BMW Hard Starting When Warm – Engine Temperature Sensor
This answer is applicable for many BMWs in addition to the one listed below.
I have a 1998 528i touring with 115,000 miles that starts fine when cold, but starts hard (cranks about 2-3 seconds) when hot. If I start it in the morning it starts immediately. When at operating temp (after driving to work), if I turn it off and then try to restart, it will start right up. However, if I let it sit 30 minutes to a couple of hours, it takes some cranking to fire up (will sometimes kick when cranking but takes much longer than is normal). Problably been this way for 3 or 4 months. When it does start, there a fuel smell in the exhaust like it’s running rich …. only on start up. When it’s running, it runs fine; smooth, good idle, good power. No lights lit on dash (Check engine, etc). Spark plugs and all coils (from you guys) were replaced about six months ago. Air filter is a K&N drop-in filter and is clean. Everything else is stock. Fuel filter is about a year old. O2 sensors were replaced and Mass Air Flow sensor was cleaned three weeks ago. I replaced a couple of cracked air hoses around the intake and idle control valve. I’m all out of ideas. Any help would be greatly appreciated.

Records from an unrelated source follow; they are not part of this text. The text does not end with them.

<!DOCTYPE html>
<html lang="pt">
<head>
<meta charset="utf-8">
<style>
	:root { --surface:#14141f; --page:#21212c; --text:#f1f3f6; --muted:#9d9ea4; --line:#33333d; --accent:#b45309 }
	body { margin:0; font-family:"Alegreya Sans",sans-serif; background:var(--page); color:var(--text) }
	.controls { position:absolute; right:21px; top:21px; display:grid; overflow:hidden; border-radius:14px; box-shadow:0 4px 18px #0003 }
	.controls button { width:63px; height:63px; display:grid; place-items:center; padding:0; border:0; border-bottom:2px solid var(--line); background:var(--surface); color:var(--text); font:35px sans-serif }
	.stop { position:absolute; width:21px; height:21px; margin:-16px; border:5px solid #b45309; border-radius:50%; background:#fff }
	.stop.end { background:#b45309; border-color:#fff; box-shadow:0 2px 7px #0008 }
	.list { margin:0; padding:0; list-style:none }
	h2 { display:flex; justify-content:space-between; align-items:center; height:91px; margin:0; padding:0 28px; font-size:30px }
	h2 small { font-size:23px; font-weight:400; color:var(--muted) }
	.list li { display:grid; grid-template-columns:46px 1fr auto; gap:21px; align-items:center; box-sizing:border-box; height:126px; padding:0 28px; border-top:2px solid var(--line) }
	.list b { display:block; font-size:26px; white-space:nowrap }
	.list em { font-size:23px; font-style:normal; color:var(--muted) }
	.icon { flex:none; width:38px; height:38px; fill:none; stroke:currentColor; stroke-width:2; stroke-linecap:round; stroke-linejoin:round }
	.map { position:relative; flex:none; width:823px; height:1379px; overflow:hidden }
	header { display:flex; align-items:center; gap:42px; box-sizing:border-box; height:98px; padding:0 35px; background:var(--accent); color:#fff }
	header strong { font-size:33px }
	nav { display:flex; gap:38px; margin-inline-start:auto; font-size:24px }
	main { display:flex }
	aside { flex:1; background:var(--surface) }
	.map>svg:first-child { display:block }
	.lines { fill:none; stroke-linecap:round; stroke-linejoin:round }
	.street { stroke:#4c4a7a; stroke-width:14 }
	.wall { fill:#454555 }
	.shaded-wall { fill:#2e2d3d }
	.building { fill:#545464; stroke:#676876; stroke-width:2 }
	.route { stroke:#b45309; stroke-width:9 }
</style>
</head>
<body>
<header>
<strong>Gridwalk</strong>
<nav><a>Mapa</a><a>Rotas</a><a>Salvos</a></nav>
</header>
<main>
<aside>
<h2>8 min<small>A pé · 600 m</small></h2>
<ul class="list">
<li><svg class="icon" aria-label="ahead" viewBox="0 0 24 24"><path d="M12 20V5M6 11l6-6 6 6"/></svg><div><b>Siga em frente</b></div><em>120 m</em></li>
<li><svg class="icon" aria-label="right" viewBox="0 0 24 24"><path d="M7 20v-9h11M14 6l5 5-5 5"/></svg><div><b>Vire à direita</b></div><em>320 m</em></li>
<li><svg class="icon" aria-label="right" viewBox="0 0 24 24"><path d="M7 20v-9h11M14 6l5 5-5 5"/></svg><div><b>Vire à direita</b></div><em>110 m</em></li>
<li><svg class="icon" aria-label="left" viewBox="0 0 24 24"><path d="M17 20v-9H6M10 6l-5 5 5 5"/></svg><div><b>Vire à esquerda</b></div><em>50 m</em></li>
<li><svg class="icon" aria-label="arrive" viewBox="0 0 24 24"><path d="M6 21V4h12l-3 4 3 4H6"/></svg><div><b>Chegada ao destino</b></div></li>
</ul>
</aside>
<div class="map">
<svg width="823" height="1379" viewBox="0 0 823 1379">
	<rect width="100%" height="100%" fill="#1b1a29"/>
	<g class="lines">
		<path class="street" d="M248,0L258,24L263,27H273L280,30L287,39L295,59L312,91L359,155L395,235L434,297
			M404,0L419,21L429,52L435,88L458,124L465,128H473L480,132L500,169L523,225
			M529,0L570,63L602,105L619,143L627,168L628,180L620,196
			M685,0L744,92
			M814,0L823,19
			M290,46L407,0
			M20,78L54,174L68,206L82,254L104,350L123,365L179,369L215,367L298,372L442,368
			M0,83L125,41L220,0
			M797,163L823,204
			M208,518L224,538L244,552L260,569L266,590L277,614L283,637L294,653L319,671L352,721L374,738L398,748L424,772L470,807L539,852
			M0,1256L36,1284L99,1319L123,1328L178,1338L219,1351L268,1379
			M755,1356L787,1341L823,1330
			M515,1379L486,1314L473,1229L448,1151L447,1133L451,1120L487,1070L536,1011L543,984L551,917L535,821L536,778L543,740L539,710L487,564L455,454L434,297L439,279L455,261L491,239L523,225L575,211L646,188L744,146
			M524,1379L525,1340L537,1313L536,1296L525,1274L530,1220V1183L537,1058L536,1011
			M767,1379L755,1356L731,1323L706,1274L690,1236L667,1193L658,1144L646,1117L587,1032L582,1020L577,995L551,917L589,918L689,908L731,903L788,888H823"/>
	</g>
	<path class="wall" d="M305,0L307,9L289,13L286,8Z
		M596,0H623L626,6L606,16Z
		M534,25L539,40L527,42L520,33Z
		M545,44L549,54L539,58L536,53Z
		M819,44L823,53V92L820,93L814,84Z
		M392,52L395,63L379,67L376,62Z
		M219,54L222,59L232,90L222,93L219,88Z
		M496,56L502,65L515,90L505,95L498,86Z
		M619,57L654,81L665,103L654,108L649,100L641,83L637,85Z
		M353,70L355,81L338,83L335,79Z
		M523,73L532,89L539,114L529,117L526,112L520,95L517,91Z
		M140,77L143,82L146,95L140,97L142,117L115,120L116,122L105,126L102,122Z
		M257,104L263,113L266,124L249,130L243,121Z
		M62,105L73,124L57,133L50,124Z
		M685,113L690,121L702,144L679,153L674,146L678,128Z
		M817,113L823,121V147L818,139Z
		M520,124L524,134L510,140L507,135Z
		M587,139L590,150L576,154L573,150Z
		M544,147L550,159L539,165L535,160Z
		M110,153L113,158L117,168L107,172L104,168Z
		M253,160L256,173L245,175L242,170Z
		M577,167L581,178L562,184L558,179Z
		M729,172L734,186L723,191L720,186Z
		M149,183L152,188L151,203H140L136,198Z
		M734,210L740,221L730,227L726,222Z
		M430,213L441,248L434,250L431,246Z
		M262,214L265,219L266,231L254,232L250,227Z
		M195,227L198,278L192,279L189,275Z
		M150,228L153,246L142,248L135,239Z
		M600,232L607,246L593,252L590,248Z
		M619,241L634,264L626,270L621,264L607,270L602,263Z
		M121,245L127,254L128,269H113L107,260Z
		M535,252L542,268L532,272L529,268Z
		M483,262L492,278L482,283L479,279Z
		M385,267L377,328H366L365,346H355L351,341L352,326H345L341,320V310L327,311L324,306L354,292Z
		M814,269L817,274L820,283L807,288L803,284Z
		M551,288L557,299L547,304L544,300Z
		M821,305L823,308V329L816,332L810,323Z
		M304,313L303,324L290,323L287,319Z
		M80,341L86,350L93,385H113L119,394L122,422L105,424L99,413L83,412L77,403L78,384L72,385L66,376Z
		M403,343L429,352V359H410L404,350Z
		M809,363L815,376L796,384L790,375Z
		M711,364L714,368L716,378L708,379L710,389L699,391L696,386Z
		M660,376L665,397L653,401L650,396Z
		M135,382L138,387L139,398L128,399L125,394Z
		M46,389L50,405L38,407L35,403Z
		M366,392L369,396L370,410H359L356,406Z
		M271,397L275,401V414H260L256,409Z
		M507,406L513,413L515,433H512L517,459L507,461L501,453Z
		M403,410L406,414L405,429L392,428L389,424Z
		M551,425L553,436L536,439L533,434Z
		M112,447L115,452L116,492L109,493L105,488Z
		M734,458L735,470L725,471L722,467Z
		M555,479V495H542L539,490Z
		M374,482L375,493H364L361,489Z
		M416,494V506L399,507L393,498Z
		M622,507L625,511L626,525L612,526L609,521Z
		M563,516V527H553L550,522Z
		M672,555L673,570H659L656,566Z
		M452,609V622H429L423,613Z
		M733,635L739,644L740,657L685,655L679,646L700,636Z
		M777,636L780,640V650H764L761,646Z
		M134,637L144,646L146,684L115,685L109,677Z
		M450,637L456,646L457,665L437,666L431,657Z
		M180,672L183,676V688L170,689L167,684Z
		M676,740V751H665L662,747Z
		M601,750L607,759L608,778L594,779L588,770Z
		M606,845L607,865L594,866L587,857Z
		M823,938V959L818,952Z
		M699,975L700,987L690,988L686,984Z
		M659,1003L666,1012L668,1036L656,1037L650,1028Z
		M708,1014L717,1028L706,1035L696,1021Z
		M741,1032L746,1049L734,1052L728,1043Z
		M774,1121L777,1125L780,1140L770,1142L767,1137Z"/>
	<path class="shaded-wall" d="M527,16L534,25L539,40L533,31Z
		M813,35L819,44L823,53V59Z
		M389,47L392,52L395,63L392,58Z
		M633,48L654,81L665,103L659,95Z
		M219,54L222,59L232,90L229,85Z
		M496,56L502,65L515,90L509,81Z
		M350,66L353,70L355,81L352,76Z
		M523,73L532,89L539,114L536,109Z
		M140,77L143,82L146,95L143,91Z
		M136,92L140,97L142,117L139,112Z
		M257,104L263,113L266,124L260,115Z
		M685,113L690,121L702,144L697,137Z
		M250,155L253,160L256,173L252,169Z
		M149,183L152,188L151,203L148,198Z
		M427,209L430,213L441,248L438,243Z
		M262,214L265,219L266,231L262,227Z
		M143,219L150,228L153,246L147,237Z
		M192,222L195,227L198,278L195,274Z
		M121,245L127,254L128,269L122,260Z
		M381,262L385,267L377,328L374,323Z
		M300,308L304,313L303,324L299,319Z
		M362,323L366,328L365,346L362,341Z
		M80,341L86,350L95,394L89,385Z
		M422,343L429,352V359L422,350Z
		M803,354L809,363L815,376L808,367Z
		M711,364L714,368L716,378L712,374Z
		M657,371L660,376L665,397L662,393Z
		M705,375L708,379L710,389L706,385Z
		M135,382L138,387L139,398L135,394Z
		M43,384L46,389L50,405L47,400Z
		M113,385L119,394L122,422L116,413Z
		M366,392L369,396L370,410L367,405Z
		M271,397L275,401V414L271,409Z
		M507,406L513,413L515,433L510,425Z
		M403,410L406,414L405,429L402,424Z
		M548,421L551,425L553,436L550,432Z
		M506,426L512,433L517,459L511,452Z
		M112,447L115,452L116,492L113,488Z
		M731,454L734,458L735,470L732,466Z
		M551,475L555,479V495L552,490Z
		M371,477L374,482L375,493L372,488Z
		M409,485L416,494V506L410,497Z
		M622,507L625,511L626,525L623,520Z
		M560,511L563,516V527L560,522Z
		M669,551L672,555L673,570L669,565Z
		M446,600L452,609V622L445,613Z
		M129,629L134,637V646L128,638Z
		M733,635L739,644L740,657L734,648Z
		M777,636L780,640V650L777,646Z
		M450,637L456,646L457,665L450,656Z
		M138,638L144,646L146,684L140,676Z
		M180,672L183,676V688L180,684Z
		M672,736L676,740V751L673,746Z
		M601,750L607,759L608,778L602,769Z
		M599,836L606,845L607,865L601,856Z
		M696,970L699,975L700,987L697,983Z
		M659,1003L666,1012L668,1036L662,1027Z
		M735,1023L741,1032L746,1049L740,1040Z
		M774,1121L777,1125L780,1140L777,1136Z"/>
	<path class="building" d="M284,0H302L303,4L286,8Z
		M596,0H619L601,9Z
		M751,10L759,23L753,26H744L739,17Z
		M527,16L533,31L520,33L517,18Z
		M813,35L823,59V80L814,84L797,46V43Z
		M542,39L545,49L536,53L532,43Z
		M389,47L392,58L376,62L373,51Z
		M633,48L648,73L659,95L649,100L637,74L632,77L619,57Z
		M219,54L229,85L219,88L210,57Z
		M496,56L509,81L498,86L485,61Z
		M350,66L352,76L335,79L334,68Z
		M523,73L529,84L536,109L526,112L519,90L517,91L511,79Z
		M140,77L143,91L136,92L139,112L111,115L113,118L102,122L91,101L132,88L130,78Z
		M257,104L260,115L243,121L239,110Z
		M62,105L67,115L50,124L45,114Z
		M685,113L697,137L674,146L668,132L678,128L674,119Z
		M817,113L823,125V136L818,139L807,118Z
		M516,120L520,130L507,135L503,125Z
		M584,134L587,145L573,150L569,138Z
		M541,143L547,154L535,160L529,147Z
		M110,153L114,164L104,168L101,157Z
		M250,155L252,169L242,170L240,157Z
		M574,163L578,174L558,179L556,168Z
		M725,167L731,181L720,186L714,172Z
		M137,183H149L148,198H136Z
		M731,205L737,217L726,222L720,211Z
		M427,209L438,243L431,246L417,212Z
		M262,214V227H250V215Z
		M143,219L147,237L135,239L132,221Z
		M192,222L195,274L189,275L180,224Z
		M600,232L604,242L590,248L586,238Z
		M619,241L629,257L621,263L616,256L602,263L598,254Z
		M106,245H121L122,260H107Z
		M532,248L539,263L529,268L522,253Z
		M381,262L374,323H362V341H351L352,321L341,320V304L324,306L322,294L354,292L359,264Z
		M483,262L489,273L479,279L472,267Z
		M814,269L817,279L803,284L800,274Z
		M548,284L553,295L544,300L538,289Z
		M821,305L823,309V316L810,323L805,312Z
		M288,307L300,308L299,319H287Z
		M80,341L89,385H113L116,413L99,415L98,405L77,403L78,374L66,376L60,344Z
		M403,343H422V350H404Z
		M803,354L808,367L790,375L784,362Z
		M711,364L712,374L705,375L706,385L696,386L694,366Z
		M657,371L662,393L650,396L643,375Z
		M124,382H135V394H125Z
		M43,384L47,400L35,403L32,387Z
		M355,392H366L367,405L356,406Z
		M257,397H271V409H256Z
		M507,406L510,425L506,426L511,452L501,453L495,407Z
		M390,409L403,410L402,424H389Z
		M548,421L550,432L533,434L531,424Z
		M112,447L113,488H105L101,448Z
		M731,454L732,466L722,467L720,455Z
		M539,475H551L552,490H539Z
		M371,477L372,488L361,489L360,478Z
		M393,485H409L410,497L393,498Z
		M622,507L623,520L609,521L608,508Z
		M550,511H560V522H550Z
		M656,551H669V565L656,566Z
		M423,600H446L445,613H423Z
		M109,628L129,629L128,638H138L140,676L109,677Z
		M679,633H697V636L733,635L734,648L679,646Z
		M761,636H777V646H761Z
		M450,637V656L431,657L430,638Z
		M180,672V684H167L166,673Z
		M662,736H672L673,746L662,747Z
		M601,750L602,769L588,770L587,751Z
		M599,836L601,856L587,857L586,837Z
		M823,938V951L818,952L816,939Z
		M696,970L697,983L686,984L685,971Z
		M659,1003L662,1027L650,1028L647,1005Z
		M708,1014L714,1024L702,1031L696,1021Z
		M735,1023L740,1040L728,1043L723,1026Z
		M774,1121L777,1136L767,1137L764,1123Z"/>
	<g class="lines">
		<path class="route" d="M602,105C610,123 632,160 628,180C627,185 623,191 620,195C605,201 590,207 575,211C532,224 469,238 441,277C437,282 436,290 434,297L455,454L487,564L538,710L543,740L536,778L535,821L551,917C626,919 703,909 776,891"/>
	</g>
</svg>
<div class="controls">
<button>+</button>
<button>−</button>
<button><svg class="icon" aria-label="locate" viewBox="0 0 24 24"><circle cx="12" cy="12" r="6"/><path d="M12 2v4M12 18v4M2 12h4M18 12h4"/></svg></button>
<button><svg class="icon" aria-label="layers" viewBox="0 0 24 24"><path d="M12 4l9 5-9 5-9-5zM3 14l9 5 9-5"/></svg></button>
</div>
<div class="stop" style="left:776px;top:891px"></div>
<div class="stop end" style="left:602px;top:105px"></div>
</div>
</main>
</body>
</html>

The symptoms that you’ve described would be consistent with a faulty engine temperature sensor. All BMW models with electronic fuel injection (L-Jetronic, Motronic and all late model applications) use a temperature sensor that monitors the engine coolant temperature and reports back to the ECU (Engine Control unit). In this case, the net effect is that the sensor is “cooling down” too quickly and causing the engine management system to richen the fuel mixture (because it thinks the engine is colder than it is) which floods the engine. The short shut down periods are OK, as the sensor has not started to detect a slight drop in engine temperature yet. However the mid-length shut down periods allow the sensor to start to detect that the engine temp is decreasing and the faulty sensor changes its resistance too quickly …. showing a signal to the ECU that is incorrect. Finally, the longer periods, allow the engine to actually cool down to the point where it can handle the sensor’s resistance change (and corresponding ECU mapping),
Of course, the above points are made without any actual diagnostics, but this would be a common issue that seems to line up with your symptoms.
The Bentley repair manual covers the engine temperature sensor replacement. Basically, you just remove the harness plug , unscrew the sensor and screw in the new one. Note that the sensor is installed into an area where it is exposed to the engine coolant, so you will lose a small amount of coolant during the interchange. Most sensors are relatively easy to access. Again, the Bentley repair manual covers the location. On your 98 528i, the sensor is mounted in the cylinder head, on the intake side, below the intake manifold runners for cylinders #1 & #2. Some other models have the sensor mounted in the thermostat housing or (on V8s) in the water crossover pipe at the rear of the cylinder heads. Additionally, there are some other less common applications.